In the past decade, every advanced nation has had major business scandals, and in every case executives have managed to shake the foundations of their society precisely by following Friedman’s advice.
Enron and the Selfish Gene
    Outside a hip restaurant I finally met my celebrity. My friends had promised that this place was frequented by Hollywood stars, and indeed when darkness fell in the middle of dinner, and we spilled out onto the street, I found myself next to a cigarette-smoking movie idol whom I chatted with about this and that, and how our food must be getting cold. The encounter took place thanks to one of those rolling blackouts that struck California in 2000. Fifteen minutes later everyone was back at their table, back to normal, but of course what had just happened was extraordinary.
    No, I don’t mean meeting the star, but witnessing the wonders of unrestrained capitalism, all thanks to Enron, the Texas-based energy company that had developed innovative ways of tweaking the market and creating artificial power shortages so that prices would soar. Never mind that the blackouts posed serious risks for people on respirators or in elevators. Social responsibility just wasn’t part of Enron’s mindset.They played by Friedman’s rules but were inspired by an unexpected additional source that came straight out of the world of biology. The company’s CEO, Jeff Skilling—now in prison—was a great fan of Richard Dawkins’s
The Selfish Gene,
and deliberately tried to mimic nature by instigating cutthroat competition within his company.

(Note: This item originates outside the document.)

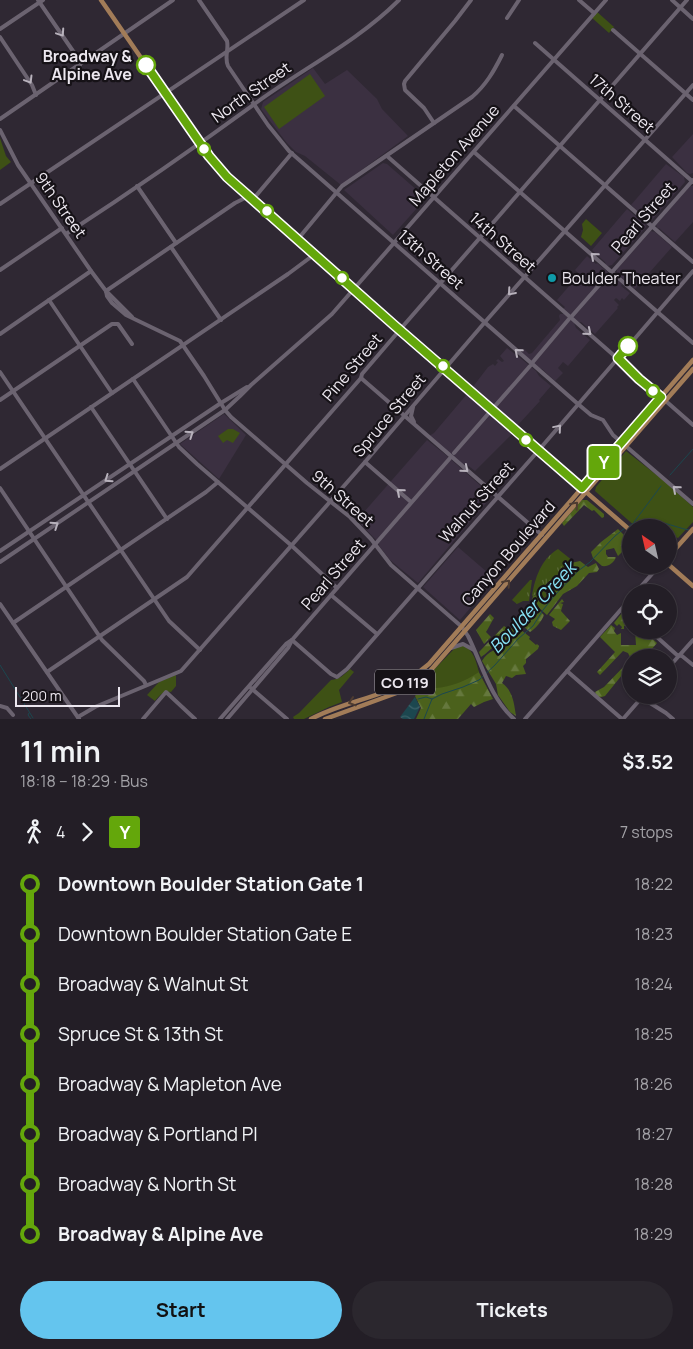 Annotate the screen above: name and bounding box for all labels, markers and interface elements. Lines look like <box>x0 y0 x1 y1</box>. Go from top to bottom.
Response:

    Skilling set up a peer review committee known as “Rank & Yank.” It ranked employees on a 1—5 scale of representing the best (1) or worst (5), and gave the boot to everyone ranked 5. Up to 20 percent of the employees were axed every year, but not without having been humiliated on a website featuring their portraits. They were first sent to “Siberia”—meaning that they had two weeks to find another position within the company. If they didn’t, they were shown the door. The thinking behind Skilling’s committee was that the human species has only two fundamental drives: greed and fear. This obviously turned into a self-fulfilling prophecy. People were perfectly willing to slit others’ throats to survive within Enron’s environment, resulting in a corporate atmosphere marked by appalling dishonesty within and ruthless exploitation outside the company. It eventually led to Enron’s implosion in 2001.
    The book of nature is like the Bible: Everyone reads into it what they want, from tolerance to intolerance, and from altruism to greed. It’s good to realize, though, that if biologists never stop talking of competition, this doesn’t mean they advocate it, and if they call genes selfish, this doesn’t mean that genes actually are. Genes can’t be any more “selfish” than a river can be “angry,” or sun rays “loving.” Genes are little chunks of DNA. At most, they are “self-promoting,” because successful genes help their carriers spread more copies of themselves.
    Like many before him, Skilling had fallen hook, line, and sinker for the selfish-gene metaphor, thinking that if our genes are selfish then we must be selfish, too. This is not necessarily what Dawkins meant, though, as became clear again during an actual debate that we had in a tower overlooking my chimpanzees.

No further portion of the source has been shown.